# [HOW TO COMPLETE THIS TASK]
Return the entries below exactly as written.
═══
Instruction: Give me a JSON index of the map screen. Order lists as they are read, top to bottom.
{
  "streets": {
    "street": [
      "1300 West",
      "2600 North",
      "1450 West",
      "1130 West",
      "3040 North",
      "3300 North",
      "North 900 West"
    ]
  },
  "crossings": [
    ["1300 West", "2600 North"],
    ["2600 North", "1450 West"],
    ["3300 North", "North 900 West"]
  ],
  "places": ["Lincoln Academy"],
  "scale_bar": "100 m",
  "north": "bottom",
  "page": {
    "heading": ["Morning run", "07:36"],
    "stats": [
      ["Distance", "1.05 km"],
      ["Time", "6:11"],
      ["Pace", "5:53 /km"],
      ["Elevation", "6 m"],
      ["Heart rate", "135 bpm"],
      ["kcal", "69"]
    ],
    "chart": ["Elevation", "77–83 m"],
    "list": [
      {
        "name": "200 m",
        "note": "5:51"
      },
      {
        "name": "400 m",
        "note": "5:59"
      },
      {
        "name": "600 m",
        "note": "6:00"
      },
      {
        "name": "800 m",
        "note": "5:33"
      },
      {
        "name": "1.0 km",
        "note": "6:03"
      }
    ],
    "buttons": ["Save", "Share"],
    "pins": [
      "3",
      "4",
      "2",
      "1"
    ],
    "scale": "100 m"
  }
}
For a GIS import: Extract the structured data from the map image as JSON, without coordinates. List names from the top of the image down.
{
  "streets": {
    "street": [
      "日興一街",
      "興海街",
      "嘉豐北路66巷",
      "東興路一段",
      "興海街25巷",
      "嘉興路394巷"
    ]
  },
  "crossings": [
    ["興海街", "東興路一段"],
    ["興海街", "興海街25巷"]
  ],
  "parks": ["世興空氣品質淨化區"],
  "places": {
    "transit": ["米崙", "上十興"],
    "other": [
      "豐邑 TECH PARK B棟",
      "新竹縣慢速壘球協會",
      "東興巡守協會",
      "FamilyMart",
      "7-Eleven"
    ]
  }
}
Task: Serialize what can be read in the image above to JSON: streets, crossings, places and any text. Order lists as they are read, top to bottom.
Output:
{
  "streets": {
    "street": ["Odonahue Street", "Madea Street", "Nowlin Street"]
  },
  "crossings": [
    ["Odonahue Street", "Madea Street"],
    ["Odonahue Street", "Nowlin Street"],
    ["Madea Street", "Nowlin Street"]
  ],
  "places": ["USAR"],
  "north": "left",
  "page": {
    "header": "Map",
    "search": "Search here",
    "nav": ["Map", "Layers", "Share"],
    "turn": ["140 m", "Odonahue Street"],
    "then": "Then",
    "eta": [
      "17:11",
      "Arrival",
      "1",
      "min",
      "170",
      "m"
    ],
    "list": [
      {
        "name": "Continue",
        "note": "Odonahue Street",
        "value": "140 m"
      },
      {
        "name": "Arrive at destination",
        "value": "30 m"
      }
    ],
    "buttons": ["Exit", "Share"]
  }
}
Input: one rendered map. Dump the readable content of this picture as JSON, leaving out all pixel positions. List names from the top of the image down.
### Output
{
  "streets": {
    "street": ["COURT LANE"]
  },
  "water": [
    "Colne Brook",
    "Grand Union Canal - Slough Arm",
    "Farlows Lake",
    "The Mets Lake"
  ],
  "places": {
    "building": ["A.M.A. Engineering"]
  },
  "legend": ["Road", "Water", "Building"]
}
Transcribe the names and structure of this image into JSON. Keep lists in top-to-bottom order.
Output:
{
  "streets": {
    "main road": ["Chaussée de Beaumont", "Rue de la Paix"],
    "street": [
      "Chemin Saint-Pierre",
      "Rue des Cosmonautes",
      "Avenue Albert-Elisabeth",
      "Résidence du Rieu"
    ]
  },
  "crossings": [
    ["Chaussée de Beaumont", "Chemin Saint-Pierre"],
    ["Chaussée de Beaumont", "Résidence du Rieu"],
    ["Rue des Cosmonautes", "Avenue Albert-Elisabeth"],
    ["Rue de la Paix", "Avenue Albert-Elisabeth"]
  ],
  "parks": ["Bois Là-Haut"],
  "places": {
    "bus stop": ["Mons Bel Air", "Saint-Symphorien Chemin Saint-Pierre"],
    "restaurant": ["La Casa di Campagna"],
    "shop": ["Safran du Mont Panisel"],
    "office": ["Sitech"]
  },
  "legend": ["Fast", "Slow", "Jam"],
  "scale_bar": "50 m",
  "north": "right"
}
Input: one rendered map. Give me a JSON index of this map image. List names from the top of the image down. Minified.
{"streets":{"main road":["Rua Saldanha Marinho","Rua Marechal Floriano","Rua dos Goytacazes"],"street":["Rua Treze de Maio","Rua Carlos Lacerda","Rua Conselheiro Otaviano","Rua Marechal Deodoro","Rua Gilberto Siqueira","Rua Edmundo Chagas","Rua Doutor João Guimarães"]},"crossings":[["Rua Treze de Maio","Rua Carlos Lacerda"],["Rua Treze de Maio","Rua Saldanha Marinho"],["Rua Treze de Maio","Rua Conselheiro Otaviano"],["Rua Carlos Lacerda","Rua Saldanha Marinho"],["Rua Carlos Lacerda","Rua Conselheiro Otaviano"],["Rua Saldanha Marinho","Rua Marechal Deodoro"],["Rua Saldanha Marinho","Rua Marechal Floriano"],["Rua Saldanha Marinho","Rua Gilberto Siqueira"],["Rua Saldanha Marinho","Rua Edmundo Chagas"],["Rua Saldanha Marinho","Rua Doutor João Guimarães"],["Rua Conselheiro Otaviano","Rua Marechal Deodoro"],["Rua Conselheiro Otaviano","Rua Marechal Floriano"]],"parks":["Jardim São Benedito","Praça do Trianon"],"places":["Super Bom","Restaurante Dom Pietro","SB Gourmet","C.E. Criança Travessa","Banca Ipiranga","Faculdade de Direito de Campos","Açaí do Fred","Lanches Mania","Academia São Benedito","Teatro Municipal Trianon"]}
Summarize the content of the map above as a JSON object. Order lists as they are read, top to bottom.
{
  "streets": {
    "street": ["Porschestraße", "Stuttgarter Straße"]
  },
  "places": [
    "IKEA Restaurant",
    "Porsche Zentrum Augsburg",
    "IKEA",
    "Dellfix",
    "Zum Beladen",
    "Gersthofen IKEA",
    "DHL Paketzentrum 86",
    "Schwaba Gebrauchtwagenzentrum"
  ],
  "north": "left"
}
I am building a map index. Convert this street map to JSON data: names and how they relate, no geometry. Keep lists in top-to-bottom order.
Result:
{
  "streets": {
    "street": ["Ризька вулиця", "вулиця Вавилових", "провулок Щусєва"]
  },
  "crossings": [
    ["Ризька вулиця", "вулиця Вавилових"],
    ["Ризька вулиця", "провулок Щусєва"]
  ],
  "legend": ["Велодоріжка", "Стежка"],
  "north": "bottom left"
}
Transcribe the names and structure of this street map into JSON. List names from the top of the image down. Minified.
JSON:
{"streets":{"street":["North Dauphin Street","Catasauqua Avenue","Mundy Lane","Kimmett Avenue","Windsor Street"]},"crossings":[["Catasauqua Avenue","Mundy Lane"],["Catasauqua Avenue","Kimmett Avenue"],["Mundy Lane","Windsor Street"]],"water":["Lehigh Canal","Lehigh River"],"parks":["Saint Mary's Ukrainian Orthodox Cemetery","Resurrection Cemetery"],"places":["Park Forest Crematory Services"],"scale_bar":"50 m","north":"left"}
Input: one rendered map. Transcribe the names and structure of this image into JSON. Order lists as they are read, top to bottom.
═══
# [ANSWER TO THIS PROBLEM]
Instruction: Give me a JSON index of the map screen. Order lists as they are read, top to bottom.
{
  "streets": {
    "street": [
      "1300 West",
      "2600 North",
      "1450 West",
      "1130 West",
      "3040 North",
      "3300 North",
      "North 900 West"
    ]
  },
  "crossings": [
    ["1300 West", "2600 North"],
    ["2600 North", "1450 West"],
    ["3300 North", "North 900 West"]
  ],
  "places": ["Lincoln Academy"],
  "scale_bar": "100 m",
  "north": "bottom",
  "page": {
    "heading": ["Morning run", "07:36"],
    "stats": [
      ["Distance", "1.05 km"],
      ["Time", "6:11"],
      ["Pace", "5:53 /km"],
      ["Elevation", "6 m"],
      ["Heart rate", "135 bpm"],
      ["kcal", "69"]
    ],
    "chart": ["Elevation", "77–83 m"],
    "list": [
      {
        "name": "200 m",
        "note": "5:51"
      },
      {
        "name": "400 m",
        "note": "5:59"
      },
      {
        "name": "600 m",
        "note": "6:00"
      },
      {
        "name": "800 m",
        "note": "5:33"
      },
      {
        "name": "1.0 km",
        "note": "6:03"
      }
    ],
    "buttons": ["Save", "Share"],
    "pins": [
      "3",
      "4",
      "2",
      "1"
    ],
    "scale": "100 m"
  }
}
For a GIS import: Extract the structured data from the map image as JSON, without coordinates. List names from the top of the image down.
{
  "streets": {
    "street": [
      "日興一街",
      "興海街",
      "嘉豐北路66巷",
      "東興路一段",
      "興海街25巷",
      "嘉興路394巷"
    ]
  },
  "crossings": [
    ["興海街", "東興路一段"],
    ["興海街", "興海街25巷"]
  ],
  "parks": ["世興空氣品質淨化區"],
  "places": {
    "transit": ["米崙", "上十興"],
    "other": [
      "豐邑 TECH PARK B棟",
      "新竹縣慢速壘球協會",
      "東興巡守協會",
      "FamilyMart",
      "7-Eleven"
    ]
  }
}
Task: Serialize what can be read in the image above to JSON: streets, crossings, places and any text. Order lists as they are read, top to bottom.
Output:
{
  "streets": {
    "street": ["Odonahue Street", "Madea Street", "Nowlin Street"]
  },
  "crossings": [
    ["Odonahue Street", "Madea Street"],
    ["Odonahue Street", "Nowlin Street"],
    ["Madea Street", "Nowlin Street"]
  ],
  "places": ["USAR"],
  "north": "left",
  "page": {
    "header": "Map",
    "search": "Search here",
    "nav": ["Map", "Layers", "Share"],
    "turn": ["140 m", "Odonahue Street"],
    "then": "Then",
    "eta": [
      "17:11",
      "Arrival",
      "1",
      "min",
      "170",
      "m"
    ],
    "list": [
      {
        "name": "Continue",
        "note": "Odonahue Street",
        "value": "140 m"
      },
      {
        "name": "Arrive at destination",
        "value": "30 m"
      }
    ],
    "buttons": ["Exit", "Share"]
  }
}
Input: one rendered map. Dump the readable content of this picture as JSON, leaving out all pixel positions. List names from the top of the image down.
### Output
{
  "streets": {
    "street": ["COURT LANE"]
  },
  "water": [
    "Colne Brook",
    "Grand Union Canal - Slough Arm",
    "Farlows Lake",
    "The Mets Lake"
  ],
  "places": {
    "building": ["A.M.A. Engineering"]
  },
  "legend": ["Road", "Water", "Building"]
}
Transcribe the names and structure of this image into JSON. Keep lists in top-to-bottom order.
Output:
{
  "streets": {
    "main road": ["Chaussée de Beaumont", "Rue de la Paix"],
    "street": [
      "Chemin Saint-Pierre",
      "Rue des Cosmonautes",
      "Avenue Albert-Elisabeth",
      "Résidence du Rieu"
    ]
  },
  "crossings": [
    ["Chaussée de Beaumont", "Chemin Saint-Pierre"],
    ["Chaussée de Beaumont", "Résidence du Rieu"],
    ["Rue des Cosmonautes", "Avenue Albert-Elisabeth"],
    ["Rue de la Paix", "Avenue Albert-Elisabeth"]
  ],
  "parks": ["Bois Là-Haut"],
  "places": {
    "bus stop": ["Mons Bel Air", "Saint-Symphorien Chemin Saint-Pierre"],
    "restaurant": ["La Casa di Campagna"],
    "shop": ["Safran du Mont Panisel"],
    "office": ["Sitech"]
  },
  "legend": ["Fast", "Slow", "Jam"],
  "scale_bar": "50 m",
  "north": "right"
}
Input: one rendered map. Give me a JSON index of this map image. List names from the top of the image down. Minified.
{"streets":{"main road":["Rua Saldanha Marinho","Rua Marechal Floriano","Rua dos Goytacazes"],"street":["Rua Treze de Maio","Rua Carlos Lacerda","Rua Conselheiro Otaviano","Rua Marechal Deodoro","Rua Gilberto Siqueira","Rua Edmundo Chagas","Rua Doutor João Guimarães"]},"crossings":[["Rua Treze de Maio","Rua Carlos Lacerda"],["Rua Treze de Maio","Rua Saldanha Marinho"],["Rua Treze de Maio","Rua Conselheiro Otaviano"],["Rua Carlos Lacerda","Rua Saldanha Marinho"],["Rua Carlos Lacerda","Rua Conselheiro Otaviano"],["Rua Saldanha Marinho","Rua Marechal Deodoro"],["Rua Saldanha Marinho","Rua Marechal Floriano"],["Rua Saldanha Marinho","Rua Gilberto Siqueira"],["Rua Saldanha Marinho","Rua Edmundo Chagas"],["Rua Saldanha Marinho","Rua Doutor João Guimarães"],["Rua Conselheiro Otaviano","Rua Marechal Deodoro"],["Rua Conselheiro Otaviano","Rua Marechal Floriano"]],"parks":["Jardim São Benedito","Praça do Trianon"],"places":["Super Bom","Restaurante Dom Pietro","SB Gourmet","C.E. Criança Travessa","Banca Ipiranga","Faculdade de Direito de Campos","Açaí do Fred","Lanches Mania","Academia São Benedito","Teatro Municipal Trianon"]}
Summarize the content of the map above as a JSON object. Order lists as they are read, top to bottom.
{
  "streets": {
    "street": ["Porschestraße", "Stuttgarter Straße"]
  },
  "places": [
    "IKEA Restaurant",
    "Porsche Zentrum Augsburg",
    "IKEA",
    "Dellfix",
    "Zum Beladen",
    "Gersthofen IKEA",
    "DHL Paketzentrum 86",
    "Schwaba Gebrauchtwagenzentrum"
  ],
  "north": "left"
}
I am building a map index. Convert this street map to JSON data: names and how they relate, no geometry. Keep lists in top-to-bottom order.
Result:
{
  "streets": {
    "street": ["Ризька вулиця", "вулиця Вавилових", "провулок Щусєва"]
  },
  "crossings": [
    ["Ризька вулиця", "вулиця Вавилових"],
    ["Ризька вулиця", "провулок Щусєва"]
  ],
  "legend": ["Велодоріжка", "Стежка"],
  "north": "bottom left"
}
Transcribe the names and structure of this street map into JSON. List names from the top of the image down. Minified.
JSON:
{"streets":{"street":["North Dauphin Street","Catasauqua Avenue","Mundy Lane","Kimmett Avenue","Windsor Street"]},"crossings":[["Catasauqua Avenue","Mundy Lane"],["Catasauqua Avenue","Kimmett Avenue"],["Mundy Lane","Windsor Street"]],"water":["Lehigh Canal","Lehigh River"],"parks":["Saint Mary's Ukrainian Orthodox Cemetery","Resurrection Cemetery"],"places":["Park Forest Crematory Services"],"scale_bar":"50 m","north":"left"}
Input: one rendered map. Transcribe the names and structure of this image into JSON. Order lists as they are read, top to bottom.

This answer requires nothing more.